Over the weekend, one counterprotester died and 19 people were injured in a car attack after a white supremacist rally in Charlottesville, Va.
"Linking the tragedy of Charlottesville with the Texas A&M event creates a major security risk on our campus," the university said in its statement. "Additionally, the daylong event would provide disruption to our class schedules and to student, faculty and staff movement (both bus system and pedestrian)."
Before the cancellation was announced, students at the university were already planning a counterprotest called "BTHO Hate" (that is, "beat the hell outta hate").
Texas legislators had put bipartisan pressure on the school administration to denounce or cancel the event, Houston Public Media reports:
"Word of the cancellation came hours after Dallas Democratic Rep. Helen Giddings gave a House floor speech while nearly all of the chamber's 150 members stood beside her. She urged university administrators to 'unequivocally denounce and fight against this violent group' adding 'all of us in the state of Texas want to say with one voice, Texas will not stand for hate.'
"Rep. Paul Workman, an Austin Republican, added that a petition being circulated for A&M graduates in the House was attempting to 'keep this from happening on our campus.' The chamber then held a moment of silence for victims killed and injured in Charlottesville.
"Similar sentiments came from the Texas Senate, which also held its own moment of silence."
Public universities, unlike private institutions, are bound by the First Amendment, and several attempts to restrict speech on public campuses have been struck down as unconstitutional, as The Dallas Morning News reported in December.
There is a high bar for schools to clear if they're claiming a threat to public safety, as Inside Higher Ed reported this April, after the University of California, Berkeley, attempted to stop Ann Coulter from speaking and Auburn University tried to block an appearance by Spencer.
"Legal experts and academics say that public colleges and universities need to prove a real threat and meet a high standard of proof before invoking student and attendee welfare as a reason to curtail expression protected by the First Amendment," Insider Higher Ed wrote.
Texas A&M says its "support of the First Amendment and the freedom of speech cannot be questioned," noting that Spencer was allowed to speak there in December.

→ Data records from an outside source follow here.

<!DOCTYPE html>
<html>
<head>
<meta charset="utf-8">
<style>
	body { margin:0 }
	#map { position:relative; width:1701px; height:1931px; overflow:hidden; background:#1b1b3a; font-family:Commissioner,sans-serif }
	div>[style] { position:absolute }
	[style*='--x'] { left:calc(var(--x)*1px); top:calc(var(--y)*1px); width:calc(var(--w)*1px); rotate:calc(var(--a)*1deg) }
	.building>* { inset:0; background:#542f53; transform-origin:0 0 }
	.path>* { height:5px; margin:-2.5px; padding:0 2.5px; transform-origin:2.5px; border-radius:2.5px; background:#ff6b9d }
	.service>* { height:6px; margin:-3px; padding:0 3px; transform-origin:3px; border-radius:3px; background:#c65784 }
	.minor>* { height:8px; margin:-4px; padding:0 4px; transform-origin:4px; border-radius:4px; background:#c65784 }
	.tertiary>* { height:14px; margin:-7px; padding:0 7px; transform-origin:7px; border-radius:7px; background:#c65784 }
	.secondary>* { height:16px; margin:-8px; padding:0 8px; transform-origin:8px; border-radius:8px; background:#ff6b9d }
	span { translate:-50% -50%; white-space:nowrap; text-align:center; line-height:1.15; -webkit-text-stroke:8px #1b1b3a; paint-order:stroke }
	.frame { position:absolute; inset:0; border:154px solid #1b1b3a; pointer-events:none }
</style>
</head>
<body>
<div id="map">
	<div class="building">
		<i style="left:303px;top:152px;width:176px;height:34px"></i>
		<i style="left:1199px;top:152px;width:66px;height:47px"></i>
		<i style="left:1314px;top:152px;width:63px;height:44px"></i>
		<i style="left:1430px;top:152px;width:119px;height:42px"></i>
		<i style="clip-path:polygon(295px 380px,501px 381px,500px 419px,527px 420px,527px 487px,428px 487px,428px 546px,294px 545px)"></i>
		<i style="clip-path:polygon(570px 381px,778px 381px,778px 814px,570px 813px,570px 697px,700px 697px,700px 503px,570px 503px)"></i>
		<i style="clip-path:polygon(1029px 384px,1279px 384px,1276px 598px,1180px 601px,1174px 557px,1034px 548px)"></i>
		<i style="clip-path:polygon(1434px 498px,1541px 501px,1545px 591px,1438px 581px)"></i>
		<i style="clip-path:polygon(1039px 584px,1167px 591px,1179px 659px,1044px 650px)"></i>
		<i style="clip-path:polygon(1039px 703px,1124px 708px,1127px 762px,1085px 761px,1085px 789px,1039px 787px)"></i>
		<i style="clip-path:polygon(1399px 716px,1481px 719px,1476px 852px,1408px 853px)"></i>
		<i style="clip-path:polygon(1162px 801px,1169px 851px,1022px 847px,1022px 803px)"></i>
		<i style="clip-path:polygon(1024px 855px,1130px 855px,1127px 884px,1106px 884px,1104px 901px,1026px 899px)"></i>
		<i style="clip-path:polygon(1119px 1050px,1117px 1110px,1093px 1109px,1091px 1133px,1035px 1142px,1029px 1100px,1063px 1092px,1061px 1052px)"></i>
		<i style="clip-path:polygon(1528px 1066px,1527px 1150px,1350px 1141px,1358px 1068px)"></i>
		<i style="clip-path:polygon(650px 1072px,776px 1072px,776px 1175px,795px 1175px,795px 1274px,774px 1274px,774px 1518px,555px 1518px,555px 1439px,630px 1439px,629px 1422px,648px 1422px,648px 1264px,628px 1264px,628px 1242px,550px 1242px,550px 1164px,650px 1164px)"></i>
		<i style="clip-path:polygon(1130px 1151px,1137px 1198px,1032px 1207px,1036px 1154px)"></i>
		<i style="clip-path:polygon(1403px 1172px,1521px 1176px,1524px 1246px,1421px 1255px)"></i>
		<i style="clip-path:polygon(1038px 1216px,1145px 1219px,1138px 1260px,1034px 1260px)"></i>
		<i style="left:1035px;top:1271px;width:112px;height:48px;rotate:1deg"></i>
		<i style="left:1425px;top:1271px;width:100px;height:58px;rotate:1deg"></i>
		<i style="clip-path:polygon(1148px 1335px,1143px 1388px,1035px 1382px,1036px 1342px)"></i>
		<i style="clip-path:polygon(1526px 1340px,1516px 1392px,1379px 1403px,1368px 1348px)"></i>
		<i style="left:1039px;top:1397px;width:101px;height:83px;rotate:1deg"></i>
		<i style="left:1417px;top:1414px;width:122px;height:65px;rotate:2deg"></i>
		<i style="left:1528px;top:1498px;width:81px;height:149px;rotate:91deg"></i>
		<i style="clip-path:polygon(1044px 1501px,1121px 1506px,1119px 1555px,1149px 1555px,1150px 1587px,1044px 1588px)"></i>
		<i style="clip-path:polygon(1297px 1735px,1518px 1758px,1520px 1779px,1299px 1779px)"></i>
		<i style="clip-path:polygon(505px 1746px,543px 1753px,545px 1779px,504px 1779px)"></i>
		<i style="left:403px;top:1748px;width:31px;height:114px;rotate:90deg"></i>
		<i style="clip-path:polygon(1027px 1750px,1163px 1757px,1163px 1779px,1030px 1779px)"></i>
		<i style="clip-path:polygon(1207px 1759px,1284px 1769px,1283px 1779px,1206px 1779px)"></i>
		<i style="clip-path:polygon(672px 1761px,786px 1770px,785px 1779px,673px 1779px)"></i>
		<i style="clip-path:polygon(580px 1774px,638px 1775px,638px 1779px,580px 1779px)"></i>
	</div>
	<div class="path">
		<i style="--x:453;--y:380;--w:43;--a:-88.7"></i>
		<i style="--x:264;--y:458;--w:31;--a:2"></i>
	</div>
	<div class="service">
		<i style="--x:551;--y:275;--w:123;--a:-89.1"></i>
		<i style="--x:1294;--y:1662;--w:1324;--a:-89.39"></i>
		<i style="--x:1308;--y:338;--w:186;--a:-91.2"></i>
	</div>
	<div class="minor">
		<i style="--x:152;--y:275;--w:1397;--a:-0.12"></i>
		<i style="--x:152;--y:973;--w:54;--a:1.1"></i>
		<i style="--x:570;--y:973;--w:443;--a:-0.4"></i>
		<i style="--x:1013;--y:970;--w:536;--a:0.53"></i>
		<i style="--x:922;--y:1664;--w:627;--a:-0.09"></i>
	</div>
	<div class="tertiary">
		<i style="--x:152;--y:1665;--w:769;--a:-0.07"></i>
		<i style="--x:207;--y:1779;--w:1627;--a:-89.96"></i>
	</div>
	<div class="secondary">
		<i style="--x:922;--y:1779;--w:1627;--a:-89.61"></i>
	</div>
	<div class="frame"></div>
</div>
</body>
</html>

"However, in this case, circumstances and information relating to the event have changed and the risks of threat to life and safety compel us to cancel the event," the school says.
The university says the cancellation comes after "consultation with law enforcement and considerable study."
Robert Shibley, executive director of the Foundation for Individual Rights in Education, says Texas A&M might find it challenging to defend the cancellation of the event on safety grounds.
"I think it would be pretty difficult to prove that [the press release] was a threat of violence," Shibley says.
"Generally when we're talking about shutting down speech because of threats of violence, it has to be an imminent threat of violence that is also likely to occur," he says, noting that the rally is still nearly a month away and the exact significance of the press release's title isn't "obvious."
Shibley says it is possible that the university has more reason to be wary than just the comparison to Charlottesville.
"One of the important things when you're looking at this is to recognize that sometimes law enforcement does have information the rest of us aren't privy to," he says. "But if they're using that to make decisions, then they'll have to explain what that information was ... if not to the public, then certainly if they're challenged in court."